:: INSTRUCTIONS TO FOLLOW ::
Could you give the records below again exactly, without the pictures?

:: PROVIDED DATA ::
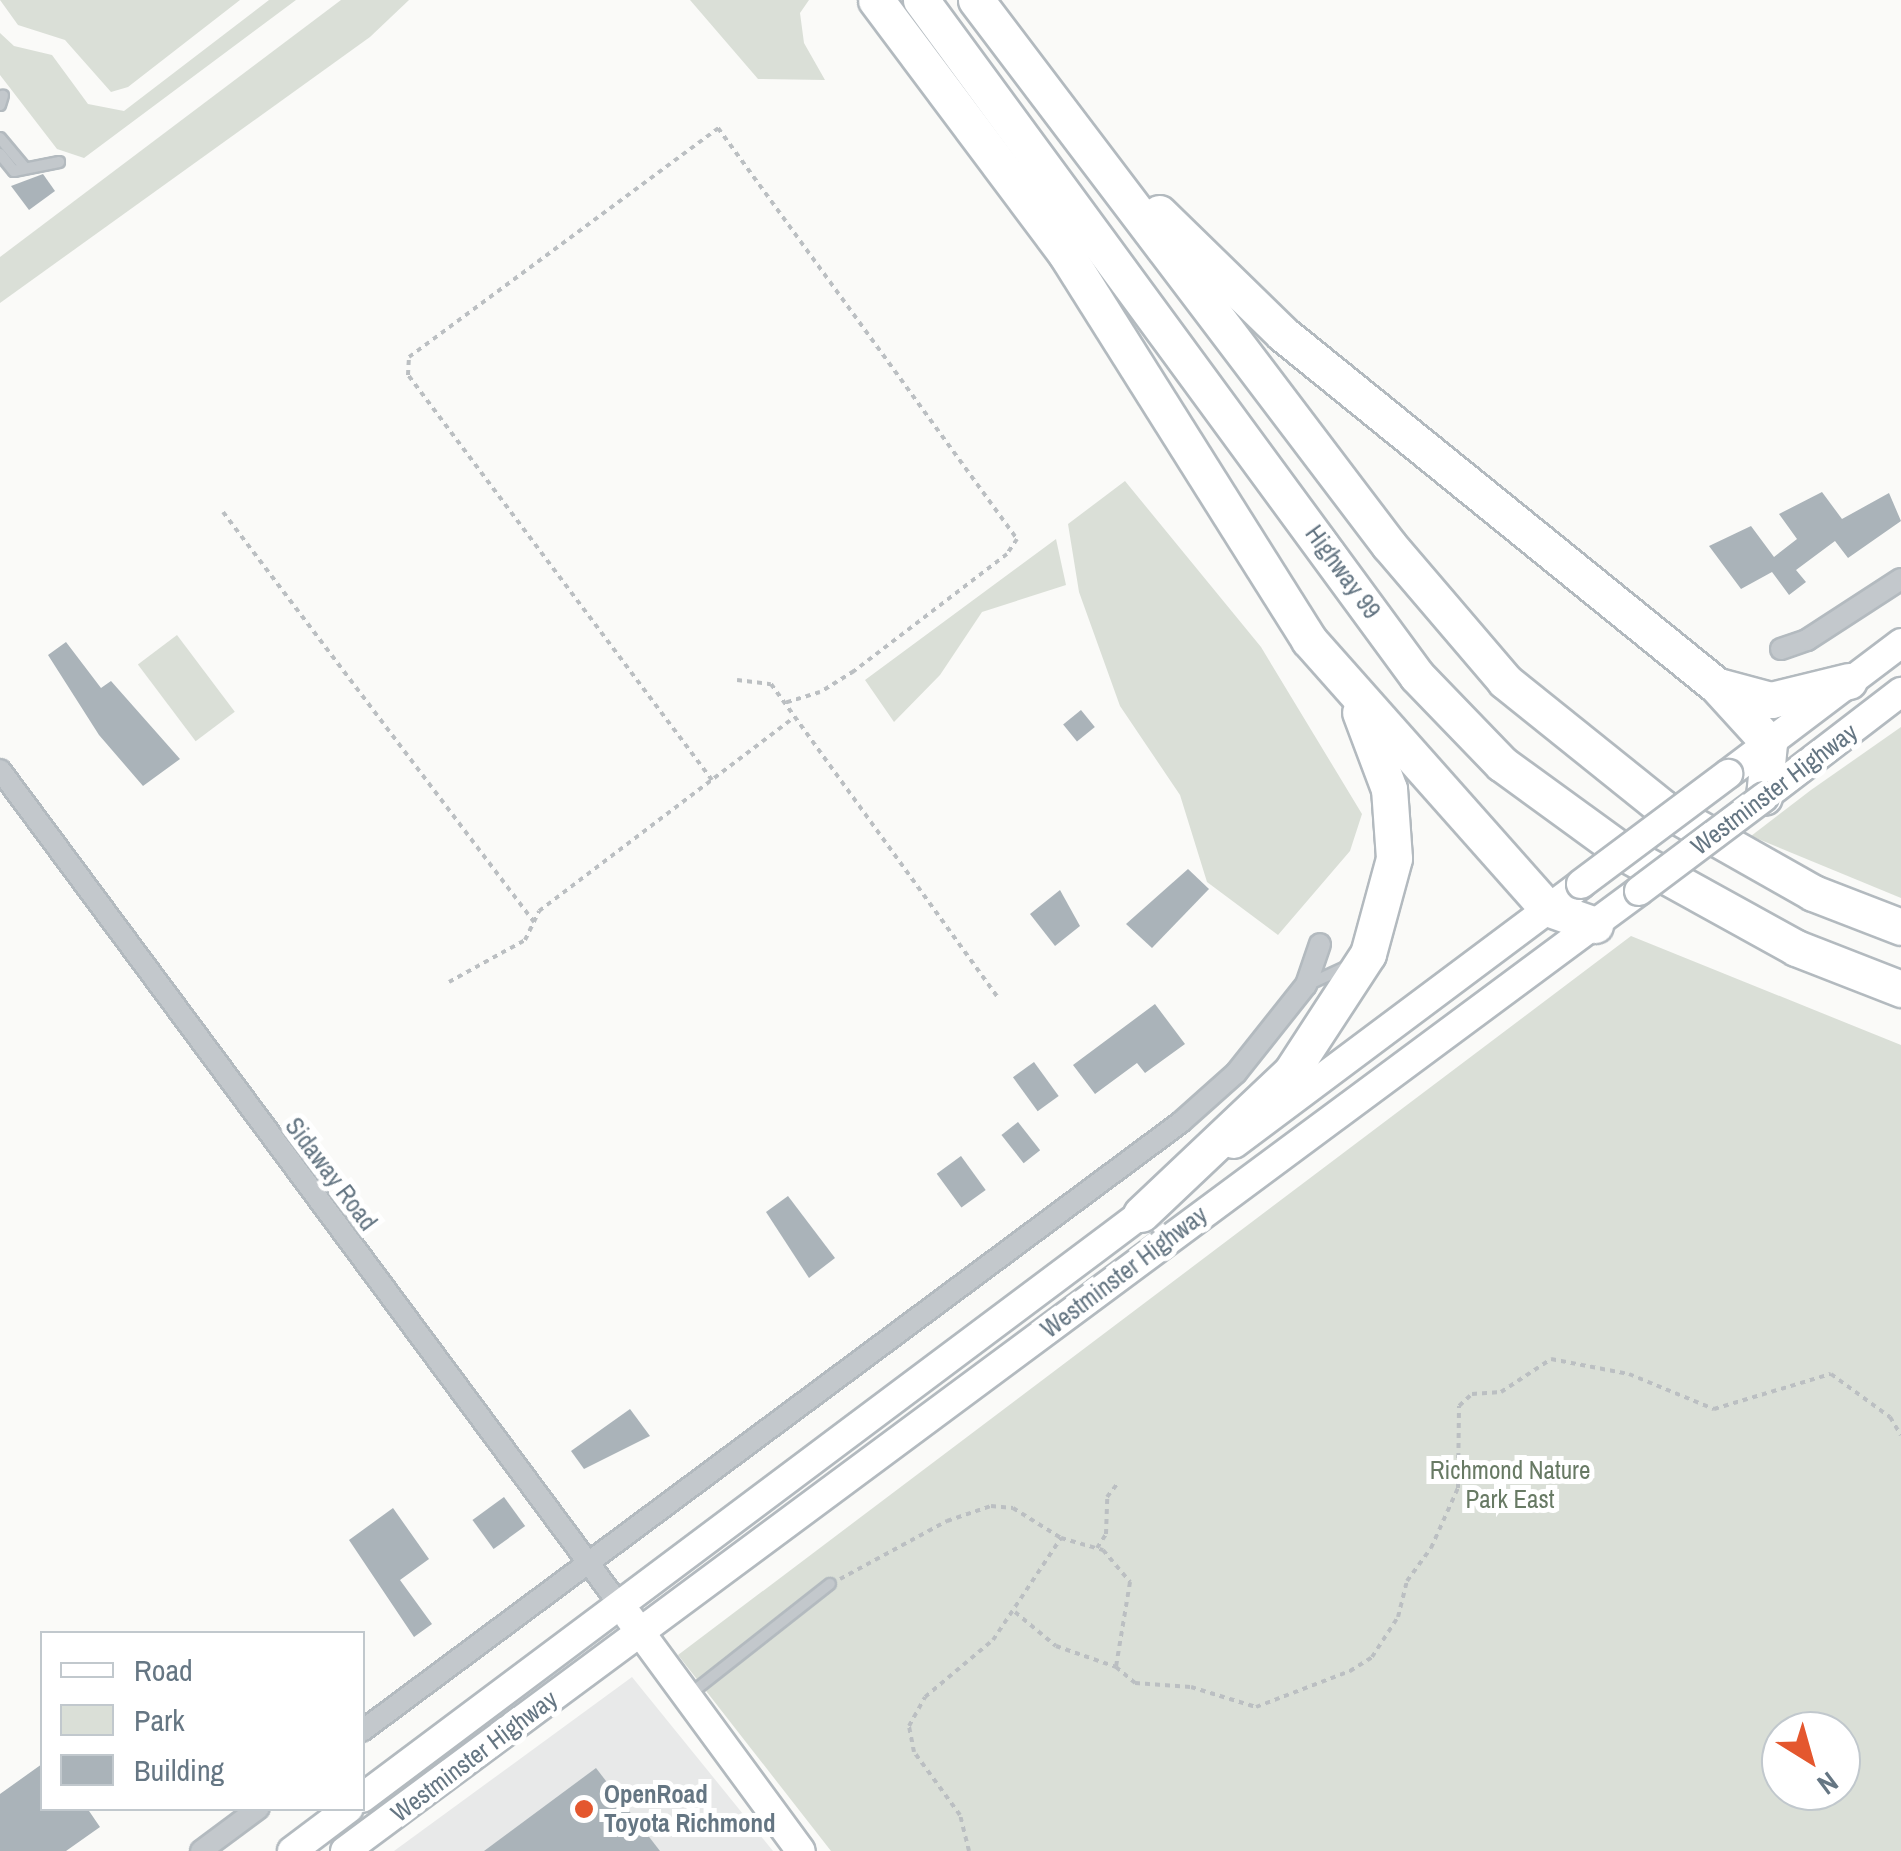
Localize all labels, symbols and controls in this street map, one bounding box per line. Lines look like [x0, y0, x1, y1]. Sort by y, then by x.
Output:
street label: Highway 99 [1299, 519, 1387, 625]
street label: Westminster Highway [1685, 717, 1863, 861]
street label: Sidaway Road [279, 1112, 383, 1236]
street label: Westminster Highway [1035, 1200, 1213, 1344]
park label: Richmond Nature Park East [1430, 1456, 1590, 1515]
legend [40, 1631, 365, 1811]
text: Road [134, 1650, 193, 1690]
street label: Westminster Highway [385, 1684, 563, 1828]
text: Park [134, 1700, 185, 1740]
north arrow [1761, 1711, 1861, 1811]
text: Building [134, 1750, 224, 1790]
text: N [1810, 1763, 1846, 1804]
place label: OpenRoad Toyota Richmond [604, 1780, 776, 1839]
marker: OpenRoad Toyota Richmond [573, 1798, 595, 1820]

:: ANSWER BOX ::
Localize all labels, symbols and controls in this street map, one bounding box per line. Lines look like [x0, y0, x1, y1]. Sort by y, then by x.
Output:
street label: Highway 99 [1299, 519, 1387, 625]
street label: Westminster Highway [1685, 717, 1863, 861]
street label: Sidaway Road [279, 1112, 383, 1236]
street label: Westminster Highway [1035, 1200, 1213, 1344]
park label: Richmond Nature Park East [1430, 1456, 1590, 1515]
legend [40, 1631, 365, 1811]
text: Road [134, 1650, 193, 1690]
street label: Westminster Highway [385, 1684, 563, 1828]
text: Park [134, 1700, 185, 1740]
north arrow [1761, 1711, 1861, 1811]
text: Building [134, 1750, 224, 1790]
text: N [1810, 1763, 1846, 1804]
place label: OpenRoad Toyota Richmond [604, 1780, 776, 1839]
marker: OpenRoad Toyota Richmond [573, 1798, 595, 1820]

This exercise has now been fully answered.